Though Xbox 360 hardware shortages since the system's launch are widely known, with the allocations in the U.S. so severe that launch day-style lines cropped up again for the console's second shipment, the precise extent of the shortfall had not yet been known. Now, analyst Tim Klasell of financial firm Thomas Weisel is going on the record with his predictions for overall Xbox 360 holiday shipments.
According to a TheStreet.com report, Klasell had previously expected Microsoft to ship 2 million systems worldwide for the holiday season. But, after analyzing media reports and having "conversations with retailers", Klasell has revised his estimate to only 1.2 million Xbox 360s shipped so far, with 700,000 to 800,000 of those going to the U.S. region, though these figures are still unconfirmed.
However, Klasell still believes that Microsoft will meet its target of up to 3 million Xbox 360s shipped 90 days from the system's November 22 launch, but now thinks that the majority of these will be released toward the end of that period.

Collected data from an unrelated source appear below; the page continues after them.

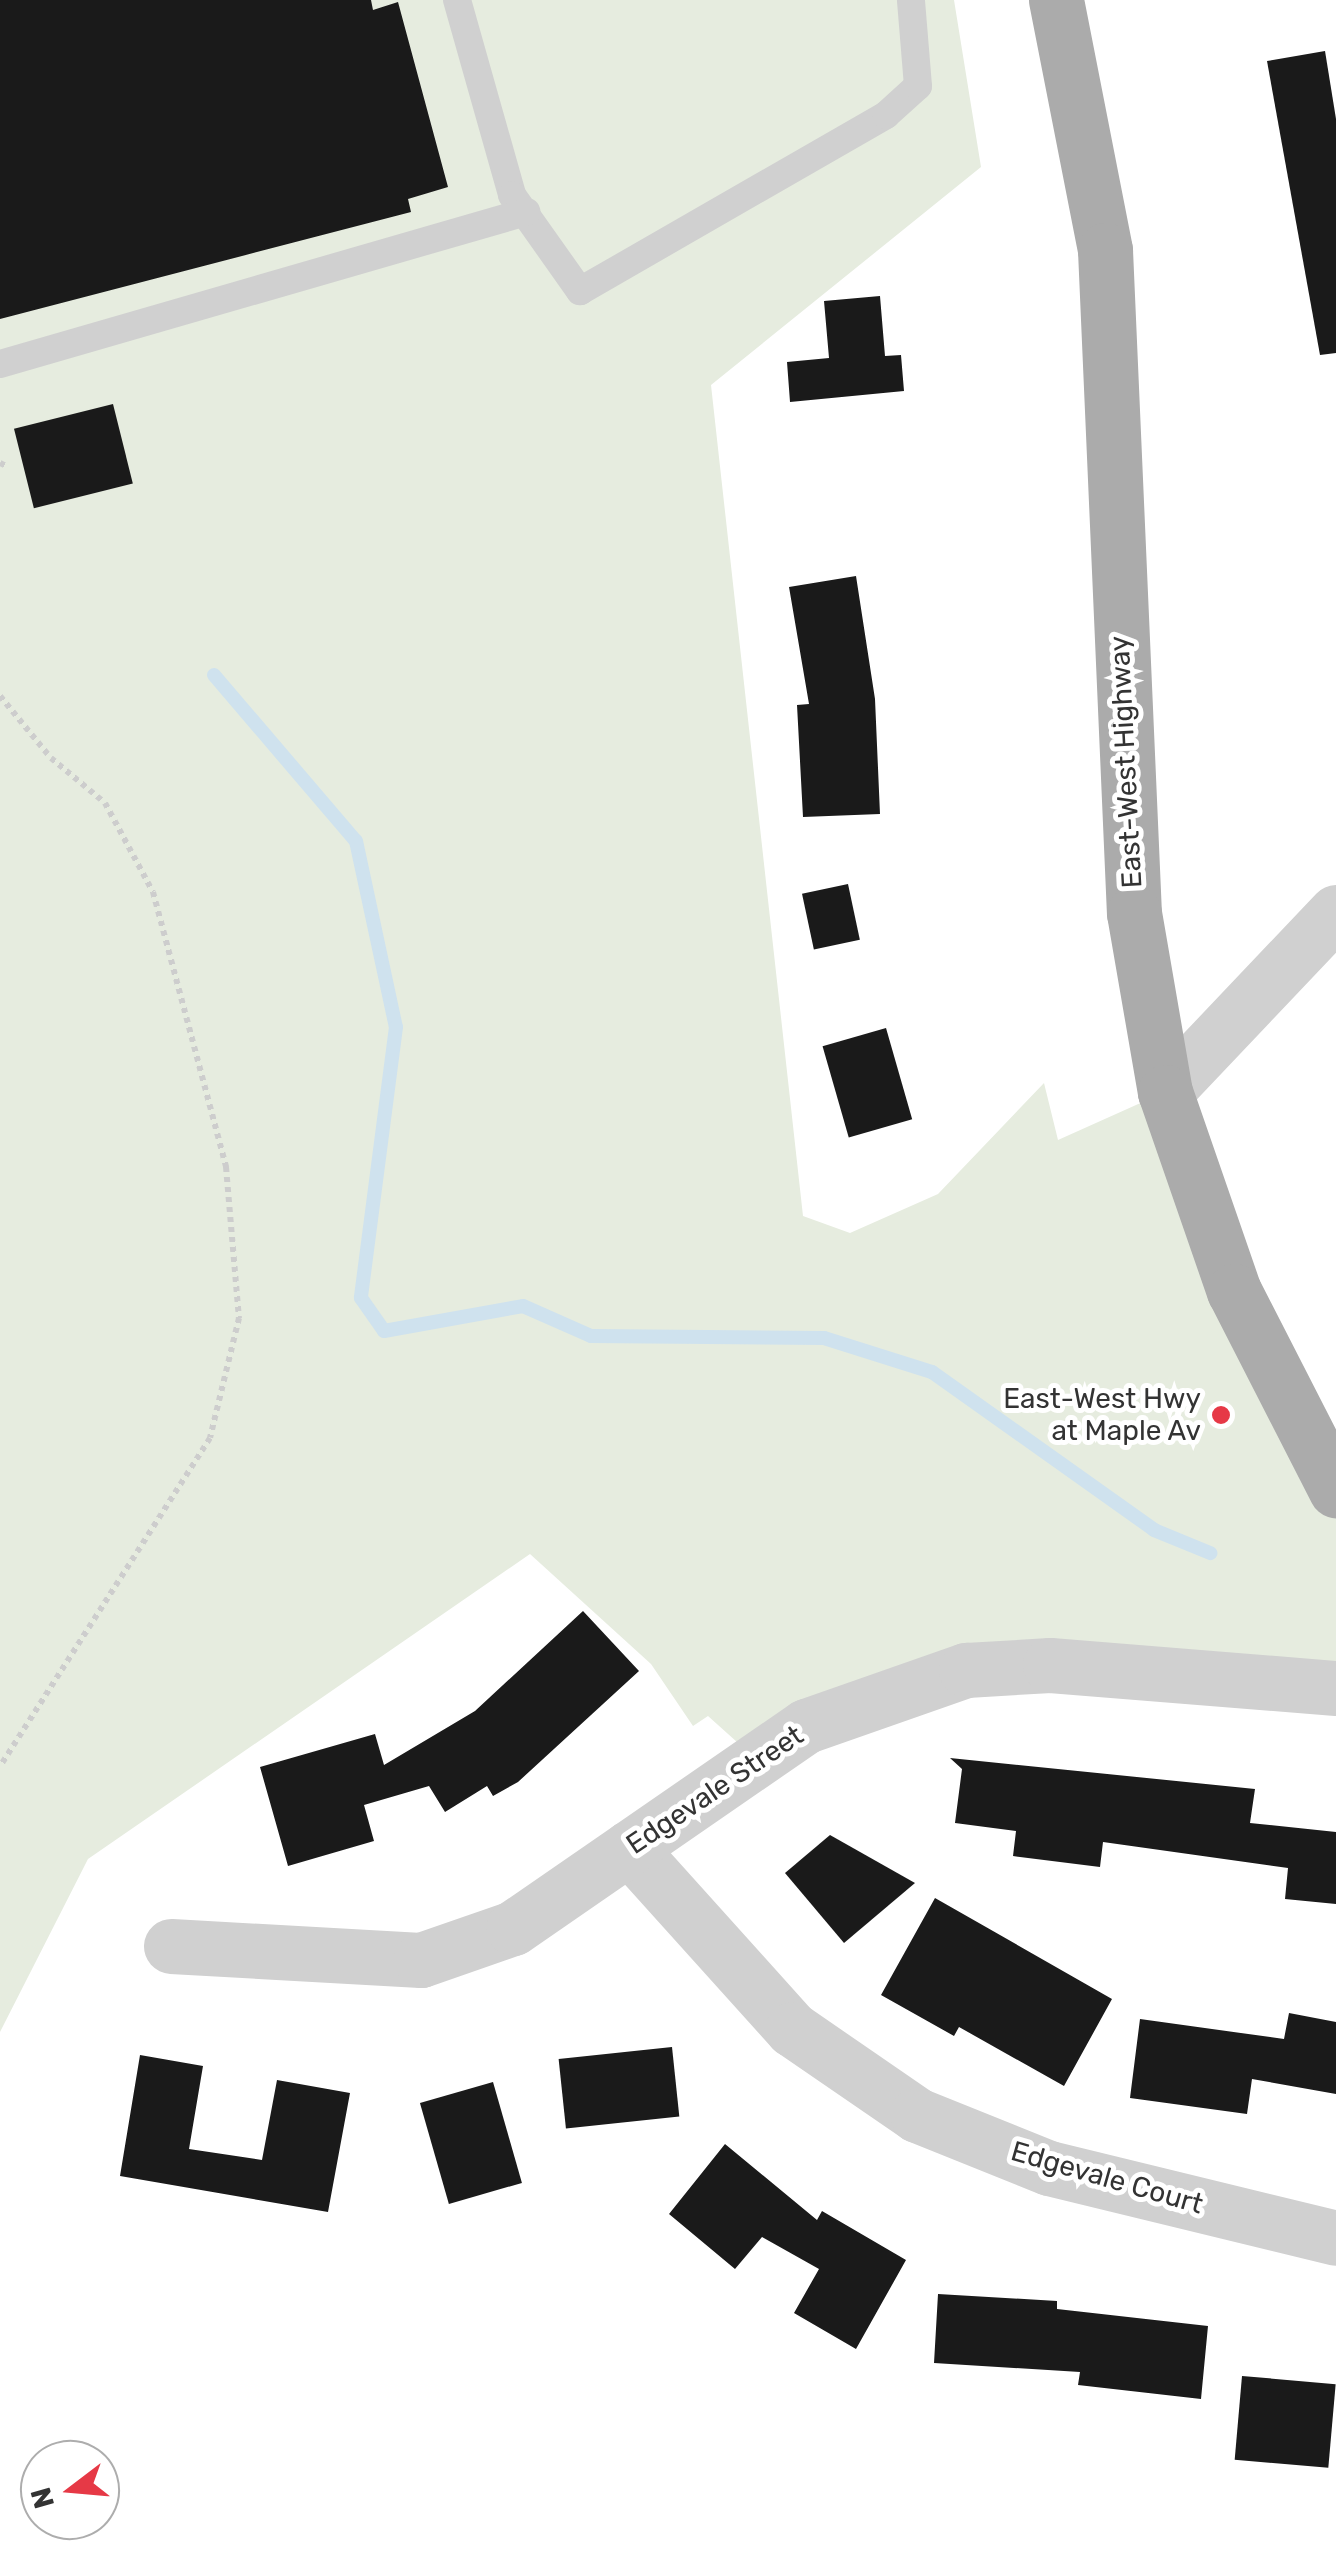 <!DOCTYPE html>
<style>
body{margin:0}
#map{position:relative;width:1336px;height:2560px;overflow:hidden;background:#fff;font-family:Rubik,sans-serif}
div>[style]{position:absolute}
.green>*{inset:0;background:#e6ecdf}
.stream>*{height:14px;margin:-7px;padding:0 7px;transform-origin:7px;border-radius:7px;background:#cfe2ee}
.building>*{inset:0;background:#1a1a1a;transform-origin:0 0}
.path>*{height:6px;margin-top:-3px;transform-origin:0;background:repeating-linear-gradient(90deg,#cdcdcd 0 5px,transparent 0 10px)}
.lane>*{height:28px;margin:-14px;padding:0 14px;transform-origin:14px;border-radius:14px;background:#d0d0d0}
.street>*{height:55px;margin:-27.5px;padding:0 27.5px;transform-origin:27.5px;border-radius:27.5px;background:#d0d0d0}
.primary>*{height:55px;margin:-27.5px;padding:0 27.5px;transform-origin:27.5px;border-radius:27.5px;background:#ababab}
.dots>*{width:28px;height:28px;translate:-50% -50%;box-sizing:border-box;border:5px solid #fff;border-radius:50%}
span{translate:-50% -50%;white-space:nowrap;text-align:center;line-height:1.15;-webkit-text-stroke:10px #fff;paint-order:stroke}
.street-label{font-size:28px;color:#333}
.poi-label{font-size:28px;color:#333}
.right{translate:-100% -50%;text-align:right}
.north{position:absolute;left:20px;top:2440px;width:100px;height:100px;box-sizing:border-box;background:#fff;border:2px solid #adadad;border-radius:50%;rotate:254deg;font-size:28px;font-weight:700;line-height:40px;text-align:center;color:#333}
.north::after{content:'';display:block;margin:auto;width:35px;height:45px;background:#e63946;clip-path:polygon(50% 0,100% 100%,50% 72%,0 100%)}
</style>
<div id="map">
<div class="green">
<i style="clip-path:polygon(0 0,954px 0,981px 167px,711px 385px,803px 1216px,850px 1233px,938px 1194px,1044px 1083px,1058px 1140px,1165px 1092px,1336px 1490px,1336px 1688px,1050px 1665px,757px 1760px,708px 1716px,693px 1726px,651px 1664px,530px 1554px,88px 1859px,0 2032px)"></i>
</div>
<div class="stream">
<i style="left:214px;top:675px;width:218px;rotate:49.5deg"></i>
<i style="left:356px;top:841px;width:190px;rotate:77.9deg"></i>
<i style="left:396px;top:1027px;width:273px;rotate:97.4deg"></i>
<i style="left:361px;top:1298px;width:40px;rotate:55.1deg"></i>
<i style="left:384px;top:1331px;width:141px;rotate:-10.2deg"></i>
<i style="left:523px;top:1306px;width:74px;rotate:23.8deg"></i>
<i style="left:591px;top:1336px;width:233px;rotate:0.5deg"></i>
<i style="left:824px;top:1338px;width:113px;rotate:17.5deg"></i>
<i style="left:932px;top:1372px;width:272px;rotate:35.4deg"></i>
<i style="left:1154px;top:1530px;width:61px;rotate:22.3deg"></i>
</div>
<div class="building">
<i style="clip-path:polygon(0 0,371px 0,373px 10px,398px 2px,448px 187px,408px 199px,411px 212px,0 319px)"></i>
<i style="clip-path:polygon(1325px 51px,1336px 119px,1336px 353px,1320px 355px,1267px 61px)"></i>
<i style="clip-path:polygon(880px 296px,885px 356px,901px 355px,904px 391px,790px 402px,787px 362px,829px 358px,824px 301px)"></i>
<i style="left:113px;top:404px;width:82px;height:102px;rotate:76deg"></i>
<i style="clip-path:polygon(856px 576px,875px 699px,880px 814px,803px 817px,797px 705px,809px 704px,789px 587px)"></i>
<i style="left:848px;top:884px;width:57px;height:47px;rotate:78deg"></i>
<i style="left:886px;top:1028px;width:95px;height:66px;rotate:74deg"></i>
<i style="clip-path:polygon(583px 1611px,639px 1671px,518px 1782px,493px 1796px,487px 1786px,445px 1812px,429px 1786px,364px 1805px,374px 1841px,288px 1866px,260px 1767px,375px 1734px,384px 1765px,475px 1711px)"></i>
<i style="clip-path:polygon(950px 1758px,1255px 1789px,1250px 1823px,1336px 1832px,1336px 1904px,1285px 1899px,1288px 1868px,1103px 1842px,1100px 1867px,1013px 1856px,1016px 1831px,955px 1823px,962px 1769px)"></i>
<i style="clip-path:polygon(830px 1835px,915px 1883px,844px 1943px,785px 1873px)"></i>
<i style="clip-path:polygon(935px 1898px,1112px 1999px,1064px 2086px,959px 2027px,954px 2036px,881px 1995px)"></i>
<i style="clip-path:polygon(1289px 2013px,1336px 2022px,1336px 2094px,1252px 2079px,1247px 2114px,1130px 2098px,1140px 2019px,1284px 2039px)"></i>
<i style="left:672px;top:2047px;width:70px;height:114px;rotate:84deg"></i>
<i style="clip-path:polygon(140px 2055px,203px 2066px,189px 2149px,262px 2160px,277px 2080px,350px 2093px,328px 2212px,120px 2176px)"></i>
<i style="left:493px;top:2082px;width:105px;height:76px;rotate:74deg"></i>
<i style="clip-path:polygon(725px 2144px,817px 2220px,822px 2211px,906px 2260px,856px 2349px,794px 2313px,819px 2269px,762px 2237px,735px 2269px,669px 2214px)"></i>
<i style="clip-path:polygon(938px 2294px,1057px 2301px,1057px 2309px,1208px 2326px,1201px 2399px,1078px 2385px,1080px 2372px,934px 2363px)"></i>
<i style="left:1242px;top:2376px;width:94px;height:84px;rotate:5deg"></i>
</div>
<div class="path">
<i style="left:0;top:463px;width:7px;rotate:27deg"></i>
<i style="left:0;top:696px;width:80px;rotate:50.6deg"></i>
<i style="left:51px;top:758px;width:70px;rotate:39.8deg"></i>
<i style="left:105px;top:803px;width:101px;rotate:61.7deg"></i>
<i style="left:153px;top:892px;width:285px;rotate:75.1deg"></i>
<i style="left:226px;top:1167px;width:152px;rotate:85.1deg"></i>
<i style="left:239px;top:1318px;width:123px;rotate:103.6deg"></i>
<i style="left:210px;top:1438px;width:389px;rotate:122.6deg"></i>
</div>
<div class="lane">
<i style="left:457px;top:0;width:203px;rotate:74.2deg"></i>
<i style="left:512px;top:195px;width:118px;rotate:54.7deg"></i>
<i style="left:580px;top:291px;width:353px;rotate:-29.9deg"></i>
<i style="left:886px;top:115px;width:43px;rotate:-42.2deg"></i>
<i style="left:918px;top:86px;width:86px;rotate:-94.7deg"></i>
<i style="left:0;top:364px;width:548px;rotate:-16.12deg"></i>
</div>
<div class="street">
<i style="left:1165px;top:1092px;width:248px;rotate:-46.5deg"></i>
<i style="left:629px;top:1848px;width:244px;rotate:48deg"></i>
<i style="left:792px;top:2029px;width:152px;rotate:34.5deg"></i>
<i style="left:917px;top:2115px;width:142px;rotate:21.9deg"></i>
<i style="left:1049px;top:2168px;width:295px;rotate:13.7deg"></i>
<i style="left:171px;top:1946px;width:250px;rotate:3.2deg"></i>
<i style="left:421px;top:1960px;width:97px;rotate:-19.2deg"></i>
<i style="left:513px;top:1928px;width:356px;rotate:-34.6deg"></i>
<i style="left:806px;top:1726px;width:170px;rotate:-19.3deg"></i>
<i style="left:966px;top:1670px;width:84px;rotate:-3.4deg"></i>
<i style="left:1050px;top:1665px;width:287px;rotate:4.6deg"></i>
</div>
<div class="primary">
<i style="left:1056px;top:0;width:255px;rotate:78.9deg"></i>
<i style="left:1105px;top:250px;width:664px;rotate:87.5deg"></i>
<i style="left:1134px;top:913px;width:182px;rotate:80.2deg"></i>
<i style="left:1165px;top:1092px;width:211px;rotate:70.9deg"></i>
<i style="left:1234px;top:1291px;width:224px;rotate:62.9deg"></i>
</div>
<div class="dots">
<i style="left:1221px;top:1415px;background:#e63946"></i>
</div>
<div class="street-label">
<span style="left:1126px;top:762px;rotate:-93deg">East-West Highway</span>
<span style="left:715px;top:1790px;rotate:-34deg">Edgevale Street</span>
<span style="left:1107px;top:2178px;rotate:16deg">Edgevale Court</span>
</div>
<div class="poi-label">
<span class="right" style="left:1201px;top:1415px">East-West Hwy<br>at Maple Av</span>
</div>
<div class="north">N</div>
</div>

Should Sony make good on its projected spring 2006 release date, the first-to-market advantage, which Microsoft had been touting as one of the console's major strong points in the coming next-generation battle, could be significantly lessened.
The financial implications of the 360 shortage could actually be good for Microsoft, though, according to the piece; since the system itself is a loss-leader that loses roughly $160 per piece of hardware sold, shipping fewer consoles than expected could have a positive impact on the company's quarterly revenue.
However, the ramifications are worse for software developers such as Electronic Arts and Activision, both of whom claimed a low 360 installed base as one of the reasons for weak holiday sales, as did major video game retailer GameStop Inc.